In following Lim’s conversation about the issue of land scarcity in Singapore, as quoted,

“To deal with this shortage of space, it (Singapore) constructs its living and working spaces high above ground and more recently, even below ground.”

Impossible not to consider the Housing Development Board (HDB) in Singapore. It’s common sight for urban settings to develop vertical cities for work, but for homes in the suburbs? When the HDB was first set up, it was tasked to solve the issue of over-crowding and to provide affordable and available homes for all Singaporeans, however this initiative has also been said to be the cause for the “loss of the Kampong sprit”. Kampong communities were home to many Singaporeans in the 1940s up to the 1960s, places of mainly agricultural and farming activities. But most of all Singaporeans lived together amongst each other, where no doors were ever shut. A characteristic that no amount of public campaigns for integration can possibly realistically and genuinely achieve.  There is a sense of melancholy as we realise that while 80% of the population inhabit a singular space of a HDB flat, we remain divided in our actuality.
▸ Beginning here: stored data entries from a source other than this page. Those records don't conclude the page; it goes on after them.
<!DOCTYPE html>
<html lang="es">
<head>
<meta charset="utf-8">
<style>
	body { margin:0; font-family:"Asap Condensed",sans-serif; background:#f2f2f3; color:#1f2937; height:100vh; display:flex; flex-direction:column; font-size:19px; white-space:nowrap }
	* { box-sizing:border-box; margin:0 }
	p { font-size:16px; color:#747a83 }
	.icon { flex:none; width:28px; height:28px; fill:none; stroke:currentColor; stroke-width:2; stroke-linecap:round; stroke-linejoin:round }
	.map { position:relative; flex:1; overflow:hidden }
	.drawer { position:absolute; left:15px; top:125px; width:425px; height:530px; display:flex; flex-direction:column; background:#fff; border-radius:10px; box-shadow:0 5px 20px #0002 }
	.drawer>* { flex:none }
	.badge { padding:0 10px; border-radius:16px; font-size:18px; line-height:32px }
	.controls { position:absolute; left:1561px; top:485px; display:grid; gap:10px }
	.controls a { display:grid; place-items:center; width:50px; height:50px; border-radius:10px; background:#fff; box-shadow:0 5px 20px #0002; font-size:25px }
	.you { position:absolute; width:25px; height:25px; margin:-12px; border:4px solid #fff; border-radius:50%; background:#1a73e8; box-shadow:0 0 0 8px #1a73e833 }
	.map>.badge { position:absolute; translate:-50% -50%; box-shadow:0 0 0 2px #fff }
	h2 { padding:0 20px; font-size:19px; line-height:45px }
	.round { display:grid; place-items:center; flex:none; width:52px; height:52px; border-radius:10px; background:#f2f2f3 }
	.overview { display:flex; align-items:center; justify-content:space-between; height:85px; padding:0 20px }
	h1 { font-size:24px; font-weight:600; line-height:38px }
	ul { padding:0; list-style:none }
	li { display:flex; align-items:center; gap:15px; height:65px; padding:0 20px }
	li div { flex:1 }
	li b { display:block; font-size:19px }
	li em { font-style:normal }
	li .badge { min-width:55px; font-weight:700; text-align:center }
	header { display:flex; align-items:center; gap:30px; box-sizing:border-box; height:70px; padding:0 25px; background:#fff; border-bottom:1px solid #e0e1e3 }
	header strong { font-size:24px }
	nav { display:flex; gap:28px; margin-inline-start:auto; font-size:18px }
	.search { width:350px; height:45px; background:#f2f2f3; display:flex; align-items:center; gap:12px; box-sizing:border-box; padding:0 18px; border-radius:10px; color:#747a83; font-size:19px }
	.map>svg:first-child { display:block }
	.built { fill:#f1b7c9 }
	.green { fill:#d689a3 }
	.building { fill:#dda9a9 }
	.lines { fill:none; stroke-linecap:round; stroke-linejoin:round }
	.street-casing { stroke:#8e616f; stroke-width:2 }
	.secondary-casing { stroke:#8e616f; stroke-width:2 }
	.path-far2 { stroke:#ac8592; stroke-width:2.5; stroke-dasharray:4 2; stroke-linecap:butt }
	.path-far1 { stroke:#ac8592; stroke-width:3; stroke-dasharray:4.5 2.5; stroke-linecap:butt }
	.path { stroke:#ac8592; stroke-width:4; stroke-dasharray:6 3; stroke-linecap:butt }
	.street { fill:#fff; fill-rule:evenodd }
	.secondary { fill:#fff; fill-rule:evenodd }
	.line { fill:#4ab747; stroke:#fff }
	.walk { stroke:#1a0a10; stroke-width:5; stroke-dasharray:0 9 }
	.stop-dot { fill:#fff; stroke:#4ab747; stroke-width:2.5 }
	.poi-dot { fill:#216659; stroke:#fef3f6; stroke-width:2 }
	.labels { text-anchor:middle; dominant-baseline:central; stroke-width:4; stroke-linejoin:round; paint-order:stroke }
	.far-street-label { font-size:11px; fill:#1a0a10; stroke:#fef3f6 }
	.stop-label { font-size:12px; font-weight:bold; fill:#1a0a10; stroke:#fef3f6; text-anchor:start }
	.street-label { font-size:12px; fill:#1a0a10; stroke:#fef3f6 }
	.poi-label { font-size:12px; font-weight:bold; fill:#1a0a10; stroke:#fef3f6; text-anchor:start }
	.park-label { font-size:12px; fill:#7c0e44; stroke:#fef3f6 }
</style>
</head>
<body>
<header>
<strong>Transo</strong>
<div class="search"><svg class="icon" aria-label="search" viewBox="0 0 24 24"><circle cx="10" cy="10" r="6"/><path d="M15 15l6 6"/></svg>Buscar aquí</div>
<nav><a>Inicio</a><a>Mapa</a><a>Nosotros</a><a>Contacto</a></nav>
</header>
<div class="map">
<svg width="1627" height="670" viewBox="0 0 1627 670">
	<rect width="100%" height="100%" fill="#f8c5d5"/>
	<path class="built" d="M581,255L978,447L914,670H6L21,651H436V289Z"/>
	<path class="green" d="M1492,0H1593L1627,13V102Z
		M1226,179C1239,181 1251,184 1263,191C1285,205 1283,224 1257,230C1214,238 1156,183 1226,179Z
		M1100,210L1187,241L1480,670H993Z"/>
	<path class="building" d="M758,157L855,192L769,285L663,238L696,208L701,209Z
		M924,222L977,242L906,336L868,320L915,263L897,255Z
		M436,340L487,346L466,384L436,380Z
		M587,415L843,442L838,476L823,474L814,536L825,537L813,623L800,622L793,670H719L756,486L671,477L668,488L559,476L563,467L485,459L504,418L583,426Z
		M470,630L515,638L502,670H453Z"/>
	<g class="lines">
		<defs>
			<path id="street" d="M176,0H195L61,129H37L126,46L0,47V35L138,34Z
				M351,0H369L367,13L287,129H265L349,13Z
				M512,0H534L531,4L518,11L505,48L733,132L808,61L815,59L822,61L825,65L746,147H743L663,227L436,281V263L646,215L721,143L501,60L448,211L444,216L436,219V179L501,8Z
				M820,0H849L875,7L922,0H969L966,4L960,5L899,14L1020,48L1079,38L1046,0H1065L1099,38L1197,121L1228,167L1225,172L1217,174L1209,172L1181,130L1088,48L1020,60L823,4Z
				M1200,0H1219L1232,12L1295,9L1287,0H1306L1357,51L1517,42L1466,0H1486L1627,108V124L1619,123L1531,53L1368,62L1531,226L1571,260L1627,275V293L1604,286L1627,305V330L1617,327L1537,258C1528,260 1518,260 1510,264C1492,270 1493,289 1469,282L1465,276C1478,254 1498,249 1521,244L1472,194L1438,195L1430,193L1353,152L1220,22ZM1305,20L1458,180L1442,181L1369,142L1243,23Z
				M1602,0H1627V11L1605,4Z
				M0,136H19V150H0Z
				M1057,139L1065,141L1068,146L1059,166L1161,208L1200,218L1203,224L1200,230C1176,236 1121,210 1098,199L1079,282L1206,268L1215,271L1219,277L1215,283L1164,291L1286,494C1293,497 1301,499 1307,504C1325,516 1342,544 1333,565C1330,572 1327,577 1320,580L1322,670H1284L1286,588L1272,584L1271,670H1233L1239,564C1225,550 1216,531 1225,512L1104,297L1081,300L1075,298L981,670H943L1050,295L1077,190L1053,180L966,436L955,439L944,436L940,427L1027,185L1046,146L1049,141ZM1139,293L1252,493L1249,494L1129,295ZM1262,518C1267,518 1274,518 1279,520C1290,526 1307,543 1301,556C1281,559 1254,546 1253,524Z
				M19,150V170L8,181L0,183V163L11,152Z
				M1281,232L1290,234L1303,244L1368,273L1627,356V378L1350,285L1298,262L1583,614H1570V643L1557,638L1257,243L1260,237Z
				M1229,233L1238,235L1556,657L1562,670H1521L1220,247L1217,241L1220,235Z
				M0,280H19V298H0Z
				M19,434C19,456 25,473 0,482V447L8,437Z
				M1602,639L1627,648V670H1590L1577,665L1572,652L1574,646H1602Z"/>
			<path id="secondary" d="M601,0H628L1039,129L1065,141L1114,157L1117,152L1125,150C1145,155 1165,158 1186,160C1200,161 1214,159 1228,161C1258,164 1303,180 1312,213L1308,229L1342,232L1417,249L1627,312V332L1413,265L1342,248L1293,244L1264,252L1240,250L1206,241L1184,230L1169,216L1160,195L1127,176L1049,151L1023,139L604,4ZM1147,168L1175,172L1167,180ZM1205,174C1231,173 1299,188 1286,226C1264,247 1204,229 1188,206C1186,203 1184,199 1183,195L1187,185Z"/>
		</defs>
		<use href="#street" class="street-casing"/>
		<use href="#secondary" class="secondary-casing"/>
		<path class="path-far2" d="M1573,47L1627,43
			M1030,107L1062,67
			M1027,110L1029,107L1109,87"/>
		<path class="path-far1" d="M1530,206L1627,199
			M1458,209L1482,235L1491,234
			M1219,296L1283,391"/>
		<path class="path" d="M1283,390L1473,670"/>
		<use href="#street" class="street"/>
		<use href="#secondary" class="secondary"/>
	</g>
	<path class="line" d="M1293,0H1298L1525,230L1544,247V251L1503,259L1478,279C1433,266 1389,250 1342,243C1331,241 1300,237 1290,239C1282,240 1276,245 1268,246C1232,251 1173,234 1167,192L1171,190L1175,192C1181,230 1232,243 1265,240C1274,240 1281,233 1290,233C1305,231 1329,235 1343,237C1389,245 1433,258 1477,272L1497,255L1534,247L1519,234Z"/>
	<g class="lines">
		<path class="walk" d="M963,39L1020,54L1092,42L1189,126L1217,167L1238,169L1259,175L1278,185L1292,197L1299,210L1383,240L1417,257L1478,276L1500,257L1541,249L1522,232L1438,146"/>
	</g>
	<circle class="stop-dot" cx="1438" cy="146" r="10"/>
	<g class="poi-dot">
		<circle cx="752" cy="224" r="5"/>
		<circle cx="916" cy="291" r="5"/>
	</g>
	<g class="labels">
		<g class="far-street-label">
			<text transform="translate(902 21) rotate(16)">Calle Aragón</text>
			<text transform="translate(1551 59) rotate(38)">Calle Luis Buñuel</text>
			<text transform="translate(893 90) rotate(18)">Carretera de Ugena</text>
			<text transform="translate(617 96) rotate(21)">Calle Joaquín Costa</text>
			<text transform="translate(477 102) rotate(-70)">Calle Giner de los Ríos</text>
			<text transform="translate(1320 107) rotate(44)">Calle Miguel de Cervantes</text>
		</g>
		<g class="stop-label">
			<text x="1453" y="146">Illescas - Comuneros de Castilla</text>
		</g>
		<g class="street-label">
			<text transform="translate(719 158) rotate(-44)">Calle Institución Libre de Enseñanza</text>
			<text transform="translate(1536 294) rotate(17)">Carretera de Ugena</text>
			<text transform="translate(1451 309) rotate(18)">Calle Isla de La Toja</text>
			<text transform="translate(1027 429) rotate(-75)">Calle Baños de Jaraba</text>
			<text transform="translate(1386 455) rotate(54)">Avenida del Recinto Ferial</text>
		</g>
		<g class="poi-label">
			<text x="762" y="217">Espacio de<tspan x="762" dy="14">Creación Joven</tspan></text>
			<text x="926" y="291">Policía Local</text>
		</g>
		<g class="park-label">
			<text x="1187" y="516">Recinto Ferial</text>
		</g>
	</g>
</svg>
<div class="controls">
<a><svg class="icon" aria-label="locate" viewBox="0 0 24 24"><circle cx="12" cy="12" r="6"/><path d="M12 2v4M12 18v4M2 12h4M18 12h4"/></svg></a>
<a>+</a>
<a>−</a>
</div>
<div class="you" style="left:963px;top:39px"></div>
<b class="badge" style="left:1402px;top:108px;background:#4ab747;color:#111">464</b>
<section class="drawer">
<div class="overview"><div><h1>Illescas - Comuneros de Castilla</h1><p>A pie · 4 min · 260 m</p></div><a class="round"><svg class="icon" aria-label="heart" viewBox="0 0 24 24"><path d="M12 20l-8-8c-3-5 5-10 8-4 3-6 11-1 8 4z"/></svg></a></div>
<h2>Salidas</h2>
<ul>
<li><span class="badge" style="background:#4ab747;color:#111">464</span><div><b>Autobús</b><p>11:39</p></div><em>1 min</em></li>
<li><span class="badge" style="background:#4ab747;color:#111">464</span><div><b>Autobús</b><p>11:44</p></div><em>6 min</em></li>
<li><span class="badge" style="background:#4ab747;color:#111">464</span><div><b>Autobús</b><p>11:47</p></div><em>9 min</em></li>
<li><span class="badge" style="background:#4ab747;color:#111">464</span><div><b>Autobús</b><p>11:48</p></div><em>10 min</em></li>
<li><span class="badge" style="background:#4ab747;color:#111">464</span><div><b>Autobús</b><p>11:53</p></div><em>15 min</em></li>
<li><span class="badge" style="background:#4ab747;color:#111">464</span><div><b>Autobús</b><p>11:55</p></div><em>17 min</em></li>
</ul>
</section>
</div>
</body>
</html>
The HDB flats (to follow a British term) have now become an iconic symbol for our authoritarian mode of government, as Singaporeans are sometimes described as digits to be mobilised according to the society’s will. We are used to living in small and strict spaces, but I suspect that in the above quote Lim is really questioning whether this typical Singaporean space has an effect on the average Singaporean. This is not a difficult notion to consider, after all we are all users of space, we interact with spaces for work and leisure, and what’s not to say that these dimensions are manipulating us.

Although originally created seven years ago, Inside Outside in name and construct now seems to chime with issues arising from Singapore’s liberal migration policies, designed to solve the problem of a declining and aging population. Although in place for over a decade, the effects of this have become apparent in recent years. Singapore’s population stands at a dense estimate of 5.2 million of whom 3 million are Singapore citizens, including those whom have gained residency in recent years.
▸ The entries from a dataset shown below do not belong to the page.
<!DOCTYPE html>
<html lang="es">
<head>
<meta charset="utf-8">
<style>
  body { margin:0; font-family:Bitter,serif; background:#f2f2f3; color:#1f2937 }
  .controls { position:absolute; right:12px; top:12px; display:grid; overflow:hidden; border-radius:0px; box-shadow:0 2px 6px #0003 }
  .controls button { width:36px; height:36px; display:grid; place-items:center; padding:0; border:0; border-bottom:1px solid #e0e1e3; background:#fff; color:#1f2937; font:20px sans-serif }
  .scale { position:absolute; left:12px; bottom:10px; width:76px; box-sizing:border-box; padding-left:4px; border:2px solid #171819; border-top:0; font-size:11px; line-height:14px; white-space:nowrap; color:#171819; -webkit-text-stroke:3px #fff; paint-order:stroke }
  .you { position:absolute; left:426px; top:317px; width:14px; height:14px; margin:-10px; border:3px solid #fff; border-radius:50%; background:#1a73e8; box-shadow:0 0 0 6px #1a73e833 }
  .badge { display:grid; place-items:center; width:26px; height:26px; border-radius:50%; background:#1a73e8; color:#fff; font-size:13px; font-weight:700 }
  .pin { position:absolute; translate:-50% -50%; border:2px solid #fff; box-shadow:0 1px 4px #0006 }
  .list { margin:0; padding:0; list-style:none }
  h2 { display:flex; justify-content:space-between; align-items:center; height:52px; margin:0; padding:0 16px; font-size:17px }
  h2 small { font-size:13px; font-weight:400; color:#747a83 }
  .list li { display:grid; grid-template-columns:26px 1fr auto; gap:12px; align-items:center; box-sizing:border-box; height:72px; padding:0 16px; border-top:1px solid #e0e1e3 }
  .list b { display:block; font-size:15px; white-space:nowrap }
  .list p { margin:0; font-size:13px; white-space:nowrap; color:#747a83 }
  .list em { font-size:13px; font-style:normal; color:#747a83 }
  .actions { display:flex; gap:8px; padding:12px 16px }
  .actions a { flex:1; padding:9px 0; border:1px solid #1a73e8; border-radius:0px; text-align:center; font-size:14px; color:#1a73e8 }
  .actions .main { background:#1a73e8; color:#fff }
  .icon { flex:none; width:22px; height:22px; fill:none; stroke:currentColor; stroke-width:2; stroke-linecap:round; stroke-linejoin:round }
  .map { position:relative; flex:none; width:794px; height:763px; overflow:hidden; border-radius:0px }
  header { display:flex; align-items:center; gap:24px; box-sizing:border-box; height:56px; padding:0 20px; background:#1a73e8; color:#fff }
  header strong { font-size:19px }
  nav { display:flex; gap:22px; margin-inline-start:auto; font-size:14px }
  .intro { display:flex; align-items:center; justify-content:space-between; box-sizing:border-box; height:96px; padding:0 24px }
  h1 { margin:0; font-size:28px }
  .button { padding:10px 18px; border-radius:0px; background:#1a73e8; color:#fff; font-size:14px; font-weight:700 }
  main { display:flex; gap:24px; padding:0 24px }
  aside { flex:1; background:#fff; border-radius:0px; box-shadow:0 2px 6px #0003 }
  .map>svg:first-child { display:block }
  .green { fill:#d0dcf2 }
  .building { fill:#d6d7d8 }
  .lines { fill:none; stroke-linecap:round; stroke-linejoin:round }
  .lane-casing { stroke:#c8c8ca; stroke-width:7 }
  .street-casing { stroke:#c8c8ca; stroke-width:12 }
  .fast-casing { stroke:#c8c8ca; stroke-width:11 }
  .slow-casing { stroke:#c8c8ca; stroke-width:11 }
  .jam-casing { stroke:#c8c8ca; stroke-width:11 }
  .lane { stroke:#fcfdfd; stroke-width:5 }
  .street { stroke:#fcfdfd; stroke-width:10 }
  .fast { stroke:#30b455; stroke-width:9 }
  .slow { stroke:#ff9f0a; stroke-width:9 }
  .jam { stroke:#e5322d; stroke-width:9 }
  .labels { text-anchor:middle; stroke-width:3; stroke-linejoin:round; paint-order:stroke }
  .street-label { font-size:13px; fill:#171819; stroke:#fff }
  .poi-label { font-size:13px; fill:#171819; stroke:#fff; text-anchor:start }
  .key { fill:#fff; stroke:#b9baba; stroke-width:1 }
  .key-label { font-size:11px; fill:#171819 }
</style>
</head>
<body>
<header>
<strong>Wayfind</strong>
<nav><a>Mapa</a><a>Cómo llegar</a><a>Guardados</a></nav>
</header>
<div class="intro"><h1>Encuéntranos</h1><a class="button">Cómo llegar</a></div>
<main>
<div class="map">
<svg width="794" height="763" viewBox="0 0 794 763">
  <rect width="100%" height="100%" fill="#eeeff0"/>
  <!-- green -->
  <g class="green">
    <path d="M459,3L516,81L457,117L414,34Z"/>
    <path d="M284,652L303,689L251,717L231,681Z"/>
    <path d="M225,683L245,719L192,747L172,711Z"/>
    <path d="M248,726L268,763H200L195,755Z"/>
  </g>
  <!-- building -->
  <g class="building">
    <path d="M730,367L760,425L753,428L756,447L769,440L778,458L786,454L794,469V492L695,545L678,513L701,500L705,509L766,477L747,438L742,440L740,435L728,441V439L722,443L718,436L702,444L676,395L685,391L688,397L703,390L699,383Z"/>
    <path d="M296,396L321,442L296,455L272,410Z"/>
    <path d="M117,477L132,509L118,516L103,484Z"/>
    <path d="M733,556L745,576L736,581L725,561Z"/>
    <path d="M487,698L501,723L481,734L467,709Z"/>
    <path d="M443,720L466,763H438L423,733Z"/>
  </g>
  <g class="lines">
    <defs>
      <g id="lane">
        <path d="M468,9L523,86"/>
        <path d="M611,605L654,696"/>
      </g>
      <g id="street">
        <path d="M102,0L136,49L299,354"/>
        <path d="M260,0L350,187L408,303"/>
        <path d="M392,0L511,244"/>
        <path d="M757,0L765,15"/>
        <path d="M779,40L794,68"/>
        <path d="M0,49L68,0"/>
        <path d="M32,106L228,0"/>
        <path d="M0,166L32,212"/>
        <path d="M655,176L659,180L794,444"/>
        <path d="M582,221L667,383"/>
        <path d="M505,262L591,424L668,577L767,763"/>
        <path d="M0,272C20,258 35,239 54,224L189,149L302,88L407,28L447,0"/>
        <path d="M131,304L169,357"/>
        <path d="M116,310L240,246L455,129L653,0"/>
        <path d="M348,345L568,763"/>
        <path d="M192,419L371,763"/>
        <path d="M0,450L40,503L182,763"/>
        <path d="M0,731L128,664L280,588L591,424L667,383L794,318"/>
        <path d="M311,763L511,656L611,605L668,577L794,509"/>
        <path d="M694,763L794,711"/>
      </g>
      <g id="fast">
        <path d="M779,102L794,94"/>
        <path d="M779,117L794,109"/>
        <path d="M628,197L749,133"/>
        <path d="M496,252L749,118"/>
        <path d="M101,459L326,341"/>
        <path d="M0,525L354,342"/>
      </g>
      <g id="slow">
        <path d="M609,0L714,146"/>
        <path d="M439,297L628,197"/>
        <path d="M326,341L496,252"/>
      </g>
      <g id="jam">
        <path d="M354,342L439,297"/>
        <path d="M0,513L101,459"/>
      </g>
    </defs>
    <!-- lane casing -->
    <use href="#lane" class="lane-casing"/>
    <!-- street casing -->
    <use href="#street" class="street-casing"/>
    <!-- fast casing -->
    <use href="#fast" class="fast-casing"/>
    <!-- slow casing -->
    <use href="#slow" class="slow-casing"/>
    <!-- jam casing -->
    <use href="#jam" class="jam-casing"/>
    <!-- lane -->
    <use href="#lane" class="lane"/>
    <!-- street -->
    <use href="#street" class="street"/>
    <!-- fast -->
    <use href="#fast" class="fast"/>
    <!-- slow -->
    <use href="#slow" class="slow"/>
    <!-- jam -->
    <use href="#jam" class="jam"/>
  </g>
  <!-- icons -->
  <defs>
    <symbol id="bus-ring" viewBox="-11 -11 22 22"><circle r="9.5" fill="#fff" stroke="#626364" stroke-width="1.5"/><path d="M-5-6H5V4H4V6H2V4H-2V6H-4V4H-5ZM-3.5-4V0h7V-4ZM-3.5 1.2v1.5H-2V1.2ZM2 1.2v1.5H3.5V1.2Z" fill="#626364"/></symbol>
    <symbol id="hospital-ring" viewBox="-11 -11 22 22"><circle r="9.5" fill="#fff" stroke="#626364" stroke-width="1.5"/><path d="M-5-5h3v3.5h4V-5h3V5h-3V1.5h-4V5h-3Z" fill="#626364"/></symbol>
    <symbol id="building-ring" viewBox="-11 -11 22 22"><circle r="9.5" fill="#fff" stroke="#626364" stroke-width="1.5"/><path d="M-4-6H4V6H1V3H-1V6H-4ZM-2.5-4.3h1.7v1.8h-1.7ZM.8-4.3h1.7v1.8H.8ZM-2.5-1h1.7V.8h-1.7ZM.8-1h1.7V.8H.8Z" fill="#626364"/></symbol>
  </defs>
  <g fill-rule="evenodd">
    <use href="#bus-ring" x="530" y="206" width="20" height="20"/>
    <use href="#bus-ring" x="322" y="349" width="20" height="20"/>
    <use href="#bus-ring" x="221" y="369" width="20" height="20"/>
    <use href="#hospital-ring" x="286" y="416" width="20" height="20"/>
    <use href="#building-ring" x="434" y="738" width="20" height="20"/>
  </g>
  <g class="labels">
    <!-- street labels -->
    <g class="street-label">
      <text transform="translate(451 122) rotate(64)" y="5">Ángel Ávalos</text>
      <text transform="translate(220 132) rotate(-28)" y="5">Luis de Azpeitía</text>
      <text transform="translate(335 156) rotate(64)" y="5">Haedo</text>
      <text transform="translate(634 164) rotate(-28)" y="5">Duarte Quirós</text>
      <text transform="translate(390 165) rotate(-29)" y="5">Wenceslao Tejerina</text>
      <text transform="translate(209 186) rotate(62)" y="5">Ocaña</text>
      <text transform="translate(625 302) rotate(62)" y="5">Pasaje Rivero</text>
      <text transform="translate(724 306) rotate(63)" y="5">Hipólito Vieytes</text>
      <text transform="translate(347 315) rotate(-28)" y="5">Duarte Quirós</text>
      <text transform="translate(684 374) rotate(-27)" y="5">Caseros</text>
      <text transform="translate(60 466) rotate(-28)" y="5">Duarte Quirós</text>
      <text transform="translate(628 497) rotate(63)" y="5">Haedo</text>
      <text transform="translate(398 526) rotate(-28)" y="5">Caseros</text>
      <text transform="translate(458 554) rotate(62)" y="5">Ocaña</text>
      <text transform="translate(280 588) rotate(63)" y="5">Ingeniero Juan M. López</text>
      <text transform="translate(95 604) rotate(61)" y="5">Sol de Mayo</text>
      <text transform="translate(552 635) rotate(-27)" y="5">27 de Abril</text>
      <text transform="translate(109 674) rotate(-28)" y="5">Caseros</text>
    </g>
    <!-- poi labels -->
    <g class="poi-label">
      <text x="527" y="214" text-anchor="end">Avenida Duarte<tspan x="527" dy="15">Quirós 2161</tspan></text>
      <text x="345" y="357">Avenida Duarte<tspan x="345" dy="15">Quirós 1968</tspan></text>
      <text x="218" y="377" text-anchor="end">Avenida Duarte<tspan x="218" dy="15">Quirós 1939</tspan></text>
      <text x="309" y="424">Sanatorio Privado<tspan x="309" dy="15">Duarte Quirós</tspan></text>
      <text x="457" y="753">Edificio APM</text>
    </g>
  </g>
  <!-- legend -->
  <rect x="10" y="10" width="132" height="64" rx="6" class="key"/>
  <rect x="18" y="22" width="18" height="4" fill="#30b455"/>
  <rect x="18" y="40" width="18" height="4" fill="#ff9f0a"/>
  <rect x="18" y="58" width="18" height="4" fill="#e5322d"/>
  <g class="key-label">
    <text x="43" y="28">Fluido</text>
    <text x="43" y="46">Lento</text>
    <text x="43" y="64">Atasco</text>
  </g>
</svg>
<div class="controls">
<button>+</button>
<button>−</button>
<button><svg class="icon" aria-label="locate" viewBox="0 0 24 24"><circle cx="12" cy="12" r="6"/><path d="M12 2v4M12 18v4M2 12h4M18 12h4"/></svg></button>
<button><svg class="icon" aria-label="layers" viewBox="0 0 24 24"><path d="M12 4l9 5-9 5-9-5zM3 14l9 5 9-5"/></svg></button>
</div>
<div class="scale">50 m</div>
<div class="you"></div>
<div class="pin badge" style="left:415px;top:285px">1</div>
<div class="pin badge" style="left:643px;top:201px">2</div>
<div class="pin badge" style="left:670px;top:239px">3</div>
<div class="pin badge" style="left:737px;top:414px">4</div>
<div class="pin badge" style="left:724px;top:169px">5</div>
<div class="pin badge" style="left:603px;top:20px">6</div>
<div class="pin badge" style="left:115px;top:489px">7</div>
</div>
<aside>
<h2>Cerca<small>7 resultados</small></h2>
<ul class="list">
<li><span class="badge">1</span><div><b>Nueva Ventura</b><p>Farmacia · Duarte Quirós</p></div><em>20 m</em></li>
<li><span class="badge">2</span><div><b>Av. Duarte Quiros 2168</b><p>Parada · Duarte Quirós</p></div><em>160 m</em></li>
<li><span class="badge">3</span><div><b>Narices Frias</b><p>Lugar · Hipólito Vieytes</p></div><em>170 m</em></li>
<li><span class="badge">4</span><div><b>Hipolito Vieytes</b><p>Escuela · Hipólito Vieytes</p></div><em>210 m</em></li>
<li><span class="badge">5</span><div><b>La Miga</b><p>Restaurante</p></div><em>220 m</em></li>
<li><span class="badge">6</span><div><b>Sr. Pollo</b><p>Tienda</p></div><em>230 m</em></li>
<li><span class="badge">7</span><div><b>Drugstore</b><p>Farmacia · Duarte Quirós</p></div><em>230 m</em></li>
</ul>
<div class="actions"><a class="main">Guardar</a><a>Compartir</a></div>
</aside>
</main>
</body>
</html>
As the title suggests Singapore is a country consisting of a population who are arguably both ‘Insiders’ and ‘Outsiders’. Although these terms are as arbitrary and significant as the way a buoy in the sea looks when photographed from one direction, and then another. It’s understood that Singapore has always been a place for migrants to come.

Inside Outside denotes several nuances and possibilities for interpretation, but at the heart of the work is the idea of spatial borders and its implications for Singapore. Like the water markers out at sea, is it possible that we ourselves have forged these boundaries on our own? Or perhaps like the constructed grids on the map, are there divisions in the society that are unnoticed or invisible? In matters of the constriction or the expansion of space, Singapore may perhaps never fully be able to take responsibility for the way this effects society.